During my stint at Blantyre Print and Packaging in the vibrant 1980s, Lever Brothers—now known as Unilever—was our star client. Their bustling factory in Limbe kept us on our toes as we churned out a cascade of their colorful packaging: Surf and Vim cartons, Lifebuoy and Sunlight wrappers, and an array of other wrappers for their iconic products. Beyond their soap empire, Lever Brothers also dominated the cooking oil market with household names like Covo and Kazinga. As if that was not enough, they ventured into the world of cosmetics, introducing the famous Fair and Lovely Lotion, adding a touch of elegance to their already diverse portfolio.
The once-thriving Unilever factory, a hub of activity in its heyday, now houses a different company, as all manufacturing has come to a standstill. Unilever no longer produces locally, opting instead to import all their merchandise. The same fate has befallen Bata and countless other local companies, signaling a worrisome shift from homegrown production to wholesale reliance on imports. What was once a testament to Malawian industry now stands as a stark reminder of a fading era of local manufacturing.
There was a time when Malawi boasted a robust manufacturing base, a pride of the nation’s economy. I recall Blantyre Print and Packaging supplying labels to Shire Clothing, a trailblazing company in Lilongwe that specialized in crafting garments and beddings exclusively for export. This was during the era of export processing zones, a bold government initiative designed to promote international trade. These zones operated under strict rules—no product was to be sold locally, ensuring their output remained firmly focused on foreign markets. It was a time of innovation and ambition, when Malawi dared to stake its claim on the global stage.
The economy back then, though challenging by global standards, was far healthier than what we face today. The currency had remarkable strength. I vividly remember my first family road trip from Blantyre to Lilongwe, sometime around 1992. With just K200 worth of fuel, I not only made the journey but also managed some local errands in Lilongwe. Fast forward to today—if someone tried to buy K200 worth of fuel, the attendant would likely assume they’d lost their mind. It’s a stark reflection of how far our economy has deteriorated over the years.

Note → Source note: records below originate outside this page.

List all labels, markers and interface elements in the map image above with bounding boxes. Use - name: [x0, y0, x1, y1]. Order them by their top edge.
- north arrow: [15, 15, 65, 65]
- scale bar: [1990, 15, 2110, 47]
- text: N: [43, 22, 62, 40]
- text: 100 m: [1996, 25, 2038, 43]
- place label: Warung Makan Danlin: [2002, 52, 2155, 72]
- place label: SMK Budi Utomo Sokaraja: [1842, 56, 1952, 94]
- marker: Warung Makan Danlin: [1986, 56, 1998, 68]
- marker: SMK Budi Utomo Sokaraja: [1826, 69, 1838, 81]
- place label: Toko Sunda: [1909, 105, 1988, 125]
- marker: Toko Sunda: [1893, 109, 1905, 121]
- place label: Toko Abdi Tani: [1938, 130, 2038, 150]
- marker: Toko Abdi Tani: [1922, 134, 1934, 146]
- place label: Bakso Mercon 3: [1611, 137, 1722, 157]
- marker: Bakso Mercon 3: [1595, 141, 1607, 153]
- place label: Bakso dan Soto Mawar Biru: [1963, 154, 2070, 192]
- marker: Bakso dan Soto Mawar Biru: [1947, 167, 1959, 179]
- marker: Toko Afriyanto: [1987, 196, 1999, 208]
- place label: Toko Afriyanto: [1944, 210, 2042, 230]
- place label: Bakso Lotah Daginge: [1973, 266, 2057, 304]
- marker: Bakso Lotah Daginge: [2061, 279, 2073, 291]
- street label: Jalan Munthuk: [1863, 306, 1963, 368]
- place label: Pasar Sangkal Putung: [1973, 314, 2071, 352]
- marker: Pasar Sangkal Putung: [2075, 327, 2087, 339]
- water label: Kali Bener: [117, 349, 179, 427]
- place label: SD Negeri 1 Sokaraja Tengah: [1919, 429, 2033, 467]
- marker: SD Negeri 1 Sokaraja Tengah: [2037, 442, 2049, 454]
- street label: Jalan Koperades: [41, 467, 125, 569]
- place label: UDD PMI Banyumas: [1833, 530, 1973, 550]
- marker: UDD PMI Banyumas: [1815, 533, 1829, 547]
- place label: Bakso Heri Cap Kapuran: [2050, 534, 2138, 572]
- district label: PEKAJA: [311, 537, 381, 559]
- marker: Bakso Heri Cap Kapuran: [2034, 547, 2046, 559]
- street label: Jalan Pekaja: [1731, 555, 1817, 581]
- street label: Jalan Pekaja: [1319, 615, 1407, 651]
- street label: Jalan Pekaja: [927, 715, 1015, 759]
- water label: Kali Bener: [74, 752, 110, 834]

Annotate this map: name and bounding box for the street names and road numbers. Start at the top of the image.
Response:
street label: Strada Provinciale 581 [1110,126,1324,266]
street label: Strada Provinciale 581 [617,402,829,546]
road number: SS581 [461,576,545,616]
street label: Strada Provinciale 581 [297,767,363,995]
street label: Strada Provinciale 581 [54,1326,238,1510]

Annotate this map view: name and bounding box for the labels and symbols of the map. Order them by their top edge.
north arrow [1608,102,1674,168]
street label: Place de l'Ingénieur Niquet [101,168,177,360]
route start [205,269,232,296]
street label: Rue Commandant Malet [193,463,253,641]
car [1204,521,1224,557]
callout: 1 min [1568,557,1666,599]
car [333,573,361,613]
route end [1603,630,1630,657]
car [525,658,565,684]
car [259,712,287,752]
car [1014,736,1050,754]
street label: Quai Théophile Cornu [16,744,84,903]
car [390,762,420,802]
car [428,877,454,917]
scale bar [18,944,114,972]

We have transformed into a nation of retailers. Once proud manufacturers like Unilever and Bata have abandoned production entirely, reduced to importing goods from abroad and selling them locally. The wheels of industry have ground to a halt, leaving production out of the equation altogether. Without fully realizing it, we’ve forfeited a critical pillar of trade—production itself—a cornerstone of economic resilience and self-reliance. What remains is a sobering picture of dependence, with little left to show for our former industrial might.
Wealth is born of production. Retailing and banking, while undeniably vital, are mere facilitators—they do not create wealth; they simply redistribute it. By losing our grip on production, we have inadvertently undermined our capacity to generate real prosperity. The result is a nation that is, in essence, poorer than it once was, no longer building wealth but merely shifting what little remains from one pocket to another.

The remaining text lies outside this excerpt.